The Deguire family from Lutz - dad Dan, mom Crystal and child Aidanc - dressed like Anakin, Princess Leia and (a miniature) Darth Vader from the movie Star Wars.
"He's really beginning to like Star Wars," Dan Deguire said of his 2-year old son. Whether costumed or not, rolling in strollers and wagons or being carried in a parent's arms, children listened to music, ate sugary snacks, rock climbed, played games and participated in other activities from 10 a.m. to 3 p.m.
Family time has been a part of Guavaween for four years, "and it's just been growing and growing and growing," said Charles Cox of CC Event Productions, which produces Guavaween for the Ybor City Chamber of Commerce. "This is usually a night party. Still, Halloween is a holiday, and we wanted to make it a family affair."
Guavaween gave Hillsborough County schoolchildren a $1 discount to encourage family attendance, Cox said.
FunFest admission was $3 without the discount. The regular price quadrupled to $12 for the night event.
Guavaween patrons wanting to save money could take advantage of the cheaper rate by coming earlier in the day. That bothered Monica Barksdale, 28, of Tampa.
"I see them every year I come," she said, "and it seems like they're coming earlier and earlier each year."
Barksdale brought her two children, Jakimmie, 13, and 7-year-old Deon, who dressed as the Grim Reaper.

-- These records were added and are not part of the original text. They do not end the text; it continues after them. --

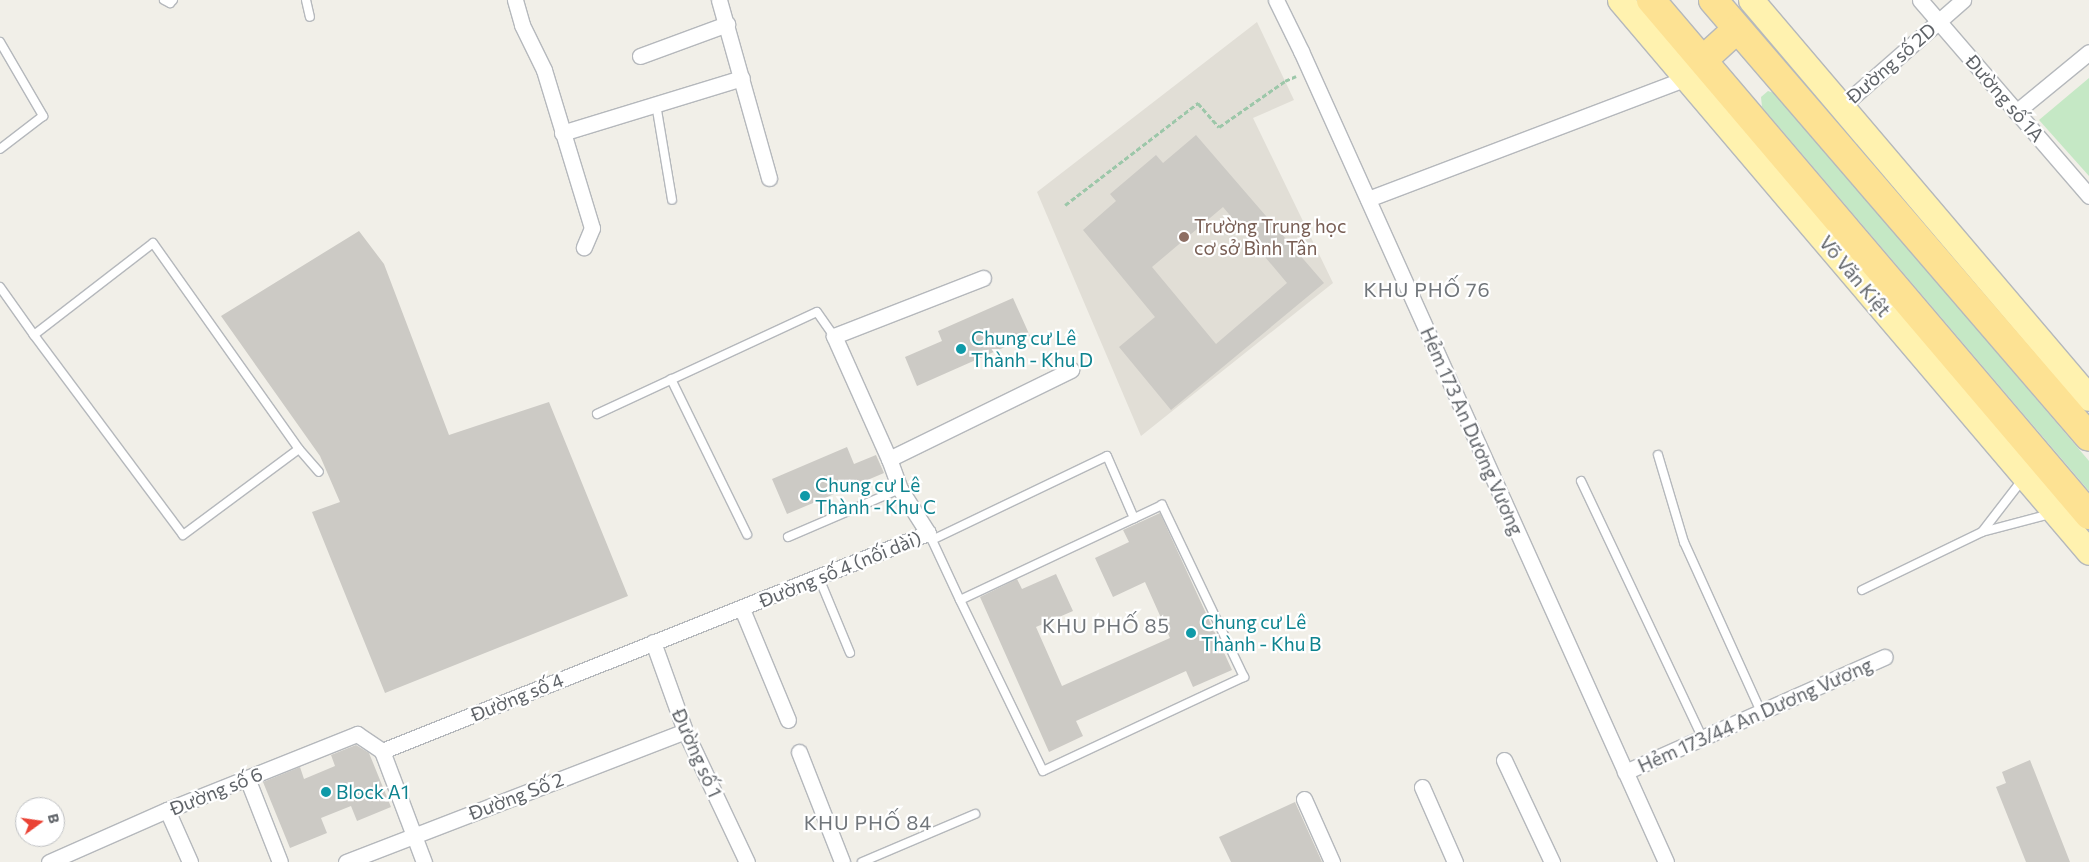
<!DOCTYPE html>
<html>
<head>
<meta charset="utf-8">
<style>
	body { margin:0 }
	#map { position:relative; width:2089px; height:862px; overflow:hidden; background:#f1efe8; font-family:Commissioner,sans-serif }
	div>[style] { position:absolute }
	.education>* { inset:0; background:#e1ded6 }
	.green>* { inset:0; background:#c5e8c5 }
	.building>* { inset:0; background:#cccac5 }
	.path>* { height:2.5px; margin-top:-1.25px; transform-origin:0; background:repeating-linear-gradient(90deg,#9cc7a9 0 5px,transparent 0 7.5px) }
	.roads { filter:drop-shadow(1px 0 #b5b8bc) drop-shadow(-1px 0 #b5b8bc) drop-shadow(0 1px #b5b8bc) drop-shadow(0 -1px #b5b8bc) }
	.lane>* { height:8px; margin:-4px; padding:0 4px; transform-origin:4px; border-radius:4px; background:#fff }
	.street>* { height:15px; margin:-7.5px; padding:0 7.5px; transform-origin:7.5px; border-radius:7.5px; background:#fff }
	.primary>* { height:25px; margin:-12.5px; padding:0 12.5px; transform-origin:12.5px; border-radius:12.5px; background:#fff2af }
	.highway>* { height:28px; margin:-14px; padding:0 14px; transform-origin:14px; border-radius:14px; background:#fde293 }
	.dots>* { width:14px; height:14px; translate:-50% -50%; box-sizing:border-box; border:2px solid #fff; border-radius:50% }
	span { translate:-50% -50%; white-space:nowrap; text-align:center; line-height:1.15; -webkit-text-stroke:4.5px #fff; paint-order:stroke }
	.street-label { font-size:19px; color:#5f6368 }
	.education-label { font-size:19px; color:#785e54 }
	.left { translate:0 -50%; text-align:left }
	.culture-label { font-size:19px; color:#0d838f }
	.neighbourhood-label { font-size:20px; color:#70757a; letter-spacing:1px }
	.north { position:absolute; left:15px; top:797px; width:50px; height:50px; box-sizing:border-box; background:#fff; border:1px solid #bfc1c3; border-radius:50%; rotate:76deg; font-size:14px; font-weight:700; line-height:20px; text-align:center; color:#5f6368 }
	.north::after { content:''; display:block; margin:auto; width:18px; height:22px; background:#ea4335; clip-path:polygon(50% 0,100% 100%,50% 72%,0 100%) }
</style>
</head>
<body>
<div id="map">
	<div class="education">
		<div style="clip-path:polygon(1257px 22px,1294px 100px,1253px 118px,1333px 283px,1141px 436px,1037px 192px)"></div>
	</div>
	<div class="green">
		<div style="clip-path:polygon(2089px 78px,2089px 176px,2039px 120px)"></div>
		<div style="clip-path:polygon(1768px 91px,1777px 94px,2089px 461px,2089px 491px,1762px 107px,1761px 97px)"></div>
	</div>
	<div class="building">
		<div style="clip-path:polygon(evenodd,1196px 135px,1324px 283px,1171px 410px,1119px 347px,1155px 317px,1083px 230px,1116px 201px,1110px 194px,1156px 155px,1163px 163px,1196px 135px,1223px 207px,1287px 283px,1216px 344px,1152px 267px,1223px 207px)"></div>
		<div style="clip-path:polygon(359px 231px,384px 264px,449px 435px,549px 402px,628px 596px,385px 693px,312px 512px,340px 502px,320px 456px,221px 316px)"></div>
		<div style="clip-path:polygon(1013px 298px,1030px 336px,917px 386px,905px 357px,942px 341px,938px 331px)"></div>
		<div style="clip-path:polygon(847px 447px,854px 464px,876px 455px,884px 473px,787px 514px,772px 479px)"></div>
		<div style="clip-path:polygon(1160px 513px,1232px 670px,1193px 687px,1186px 671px,1076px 721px,1083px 736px,1049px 752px,980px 597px,1017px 579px,1022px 589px,1056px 574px,1073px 611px,1036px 627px,1062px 686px,1170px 638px,1145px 582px,1113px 597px,1095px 558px,1129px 542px,1123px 530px)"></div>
		<div style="clip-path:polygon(356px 745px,369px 753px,391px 807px,357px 821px,351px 806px,321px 818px,327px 833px,290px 848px,263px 782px,300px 767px,304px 779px,335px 766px,331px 755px)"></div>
		<div style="clip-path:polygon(2030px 760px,2070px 862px,2026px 862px,1996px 787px,2006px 783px,2002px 772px)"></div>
		<div style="clip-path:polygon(1295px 802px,1322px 862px,1231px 862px,1219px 837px)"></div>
	</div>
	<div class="path">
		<div style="left:1065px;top:205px;width:168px;rotate:-37.5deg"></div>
		<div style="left:1198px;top:103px;width:32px;rotate:49deg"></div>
		<div style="left:1219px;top:127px;width:80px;rotate:-34.9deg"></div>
		<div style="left:1285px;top:81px;width:12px;rotate:-24deg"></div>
	</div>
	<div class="roads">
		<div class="lane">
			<div style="left:164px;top:0;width:7px;rotate:27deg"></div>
			<div style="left:170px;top:3px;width:4px;rotate:-45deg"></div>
			<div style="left:306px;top:0;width:17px;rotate:77deg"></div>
			<div style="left:0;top:42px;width:86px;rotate:59.8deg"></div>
			<div style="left:43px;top:116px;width:54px;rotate:142.5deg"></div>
			<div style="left:656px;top:104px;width:97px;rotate:80.5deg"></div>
			<div style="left:0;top:287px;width:59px;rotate:54.7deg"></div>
			<div style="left:34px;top:335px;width:150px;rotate:-37.7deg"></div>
			<div style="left:153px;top:243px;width:252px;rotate:54.7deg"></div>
			<div style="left:299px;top:449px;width:30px;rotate:49deg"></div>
			<div style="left:34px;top:335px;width:249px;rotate:53.3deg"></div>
			<div style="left:183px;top:535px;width:144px;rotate:-36.6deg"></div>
			<div style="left:671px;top:379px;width:173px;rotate:63.9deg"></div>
			<div style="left:597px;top:414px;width:242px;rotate:-24.9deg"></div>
			<div style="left:817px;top:312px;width:29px;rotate:55deg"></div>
			<div style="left:1658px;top:455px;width:91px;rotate:73.4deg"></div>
			<div style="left:1684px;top:542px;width:187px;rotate:65.6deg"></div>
			<div style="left:1581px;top:481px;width:285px;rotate:64.7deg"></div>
			<div style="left:1982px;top:532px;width:66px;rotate:-52.4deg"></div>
			<div style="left:788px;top:537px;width:122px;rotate:-23.2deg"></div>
			<div style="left:930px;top:537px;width:4px;rotate:56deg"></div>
			<div style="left:932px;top:540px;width:194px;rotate:-25.6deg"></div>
			<div style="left:1107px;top:456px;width:68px;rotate:66.5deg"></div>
			<div style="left:932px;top:540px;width:66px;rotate:65deg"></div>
			<div style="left:960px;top:600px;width:190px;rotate:64.1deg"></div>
			<div style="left:1043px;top:771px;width:222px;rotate:-25.1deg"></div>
			<div style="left:1244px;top:677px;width:191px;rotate:-115.5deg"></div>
			<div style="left:1162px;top:505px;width:223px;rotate:154.8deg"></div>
			<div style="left:819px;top:578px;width:81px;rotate:67.5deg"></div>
			<div style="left:1862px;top:590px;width:133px;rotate:-25.8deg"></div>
			<div style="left:1982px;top:532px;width:70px;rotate:-14.8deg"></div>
			<div style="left:862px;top:862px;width:123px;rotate:-23deg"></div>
		</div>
		<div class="street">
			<div style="left:515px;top:0;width:26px;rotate:74deg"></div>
			<div style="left:522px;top:25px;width:50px;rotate:63.9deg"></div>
			<div style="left:544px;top:70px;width:165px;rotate:73.1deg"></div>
			<div style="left:592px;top:228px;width:21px;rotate:113deg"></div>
			<div style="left:719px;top:0;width:185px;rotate:74.3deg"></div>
			<div style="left:1276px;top:0;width:57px;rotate:63.9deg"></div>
			<div style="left:1301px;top:51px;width:889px;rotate:65.77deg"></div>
			<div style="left:1920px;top:0;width:259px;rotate:49.2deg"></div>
			<div style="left:640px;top:56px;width:93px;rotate:-20.2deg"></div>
			<div style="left:1842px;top:106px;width:161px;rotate:-41.2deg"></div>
			<div style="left:2016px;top:112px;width:94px;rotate:-39.4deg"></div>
			<div style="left:562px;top:133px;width:188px;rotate:-17deg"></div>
			<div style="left:1368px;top:199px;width:341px;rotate:-20.8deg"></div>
			<div style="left:889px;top:459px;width:135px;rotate:-114.1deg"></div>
			<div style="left:834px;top:336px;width:160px;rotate:-21.3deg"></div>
			<div style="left:742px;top:609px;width:120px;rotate:67.5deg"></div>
			<div style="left:653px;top:642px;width:95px;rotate:70.2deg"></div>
			<div style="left:685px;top:731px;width:145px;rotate:64.7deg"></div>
			<div style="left:382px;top:751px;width:588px;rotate:-21.77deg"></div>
			<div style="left:928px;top:533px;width:52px;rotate:-122.5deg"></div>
			<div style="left:900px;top:489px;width:32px;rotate:-110deg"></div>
			<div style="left:889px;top:459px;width:203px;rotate:-26.1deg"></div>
			<div style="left:382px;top:751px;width:119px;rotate:69.3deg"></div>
			<div style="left:799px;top:752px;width:118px;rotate:68.6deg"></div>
			<div style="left:1504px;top:760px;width:113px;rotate:64.8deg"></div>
			<div style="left:1625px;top:772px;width:284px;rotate:-23.9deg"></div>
			<div style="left:247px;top:778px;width:90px;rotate:68.6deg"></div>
			<div style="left:1422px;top:787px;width:82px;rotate:66.3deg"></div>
			<div style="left:1304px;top:799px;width:69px;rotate:66deg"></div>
			<div style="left:167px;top:810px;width:57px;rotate:66.1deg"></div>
			<div style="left:49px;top:862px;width:129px;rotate:-23.8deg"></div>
			<div style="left:167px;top:810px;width:205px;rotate:-21.8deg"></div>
			<div style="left:357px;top:734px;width:30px;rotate:34deg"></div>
			<div style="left:346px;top:862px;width:363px;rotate:-21.1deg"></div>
		</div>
		<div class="primary">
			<div style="left:1620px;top:0;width:724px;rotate:49.65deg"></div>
			<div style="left:1751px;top:0;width:522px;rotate:49.66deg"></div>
		</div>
		<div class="highway">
			<div style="left:1651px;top:0;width:676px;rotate:49.62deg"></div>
			<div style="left:1713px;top:0;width:576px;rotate:49.29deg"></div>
			<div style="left:1703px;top:60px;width:46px;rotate:-42.4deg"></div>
		</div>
	</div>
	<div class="dots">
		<div style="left:1184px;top:237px;background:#8d6e63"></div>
		<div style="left:961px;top:349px;background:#0f9aa8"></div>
		<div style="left:805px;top:496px;background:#0f9aa8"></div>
		<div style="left:1191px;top:633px;background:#0f9aa8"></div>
		<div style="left:326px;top:792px;background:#0f9aa8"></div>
	</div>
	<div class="street-label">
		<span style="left:1891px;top:63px;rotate:-41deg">Đường số 2D</span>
		<span style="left:2005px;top:98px;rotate:49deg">Đường số 1A</span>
		<span style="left:1855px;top:276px;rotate:50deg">Võ Văn Kiệt</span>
		<span style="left:1472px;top:431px;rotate:66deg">Hẻm 173 An Dương Vương</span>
		<span style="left:840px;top:569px;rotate:-22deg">Đường số 4 (nối dài)</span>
		<span style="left:517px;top:697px;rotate:-22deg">Đường số 4</span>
		<span style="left:1755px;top:715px;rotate:-24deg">Hẻm 173/44 An Dương Vương</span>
		<span style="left:697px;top:753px;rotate:66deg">Đường số 1</span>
		<span style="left:216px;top:791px;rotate:-22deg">Đường số 6</span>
		<span style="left:516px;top:796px;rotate:-21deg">Đường Số 2</span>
	</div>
	<div class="education-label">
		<span class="left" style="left:1194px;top:237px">Trường Trung học<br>cơ sở Bình Tân</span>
	</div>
	<div class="culture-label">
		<span class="left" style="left:971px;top:349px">Chung cư Lê<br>Thành - Khu D</span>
		<span class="left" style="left:815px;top:496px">Chung cư Lê<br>Thành - Khu C</span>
		<span class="left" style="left:1201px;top:633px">Chung cư Lê<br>Thành - Khu B</span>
		<span class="left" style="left:336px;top:792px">Block A1</span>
	</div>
	<div class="neighbourhood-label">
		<span style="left:1427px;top:289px">KHU PHỐ 76</span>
		<span style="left:1106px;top:625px">KHU PHỐ 85</span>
		<span style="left:868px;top:822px">KHU PHỐ 84</span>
	</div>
	<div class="north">B</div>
</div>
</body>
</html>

"I feel like if it's time for the kids, you shouldn't have the alcohol," she said.
Some Ybor City shops, pubs and restaurants were open for regular business during FunFest, which meant that some alcoholic beverages were for sale. But most bars don't open until an hour after FunFest is over, Cox said, and Guavaween's temporary beer stands are closed until at least 4 p.m.
The adult activities start at 6 p.m.
The Tampa Police Department and the Hillsborough County Sheriff's Department provide security.
"So there's really not much to encourage them to come," Cox said, "and most of the people who come for the nighttime activities are at home sleeping or getting their costumes together."
That was the script for Stephen McIsaac and Matt Manning, both 25, of Boston.
"We just woke up," Manning said.
Both men said that last year the drinking and merriment didn't start until at least 4 p.m., so they weren't going to stay the entire afternoon.
"We're looking for something to eat and then we're going back to the hotel to get dressed," McIsaac said.
Although they wore T-shirts and jeans, McIsaac and Manning said they would be back later dressed respectively as Napoleon Dynamite and his best friend and sidekick, Pedro Sanchez, dorky high schoolers from the popular independent film Napoleon Dynamite.
Darise Middleton, 34, of Tampa also decided to eat in Ybor with friends, not family, during FunFest. Still, he said, "it's a good family atmosphere out here. Relaxing.
"But," he said with a smile, "we'll be back out here tonight when it gets wild."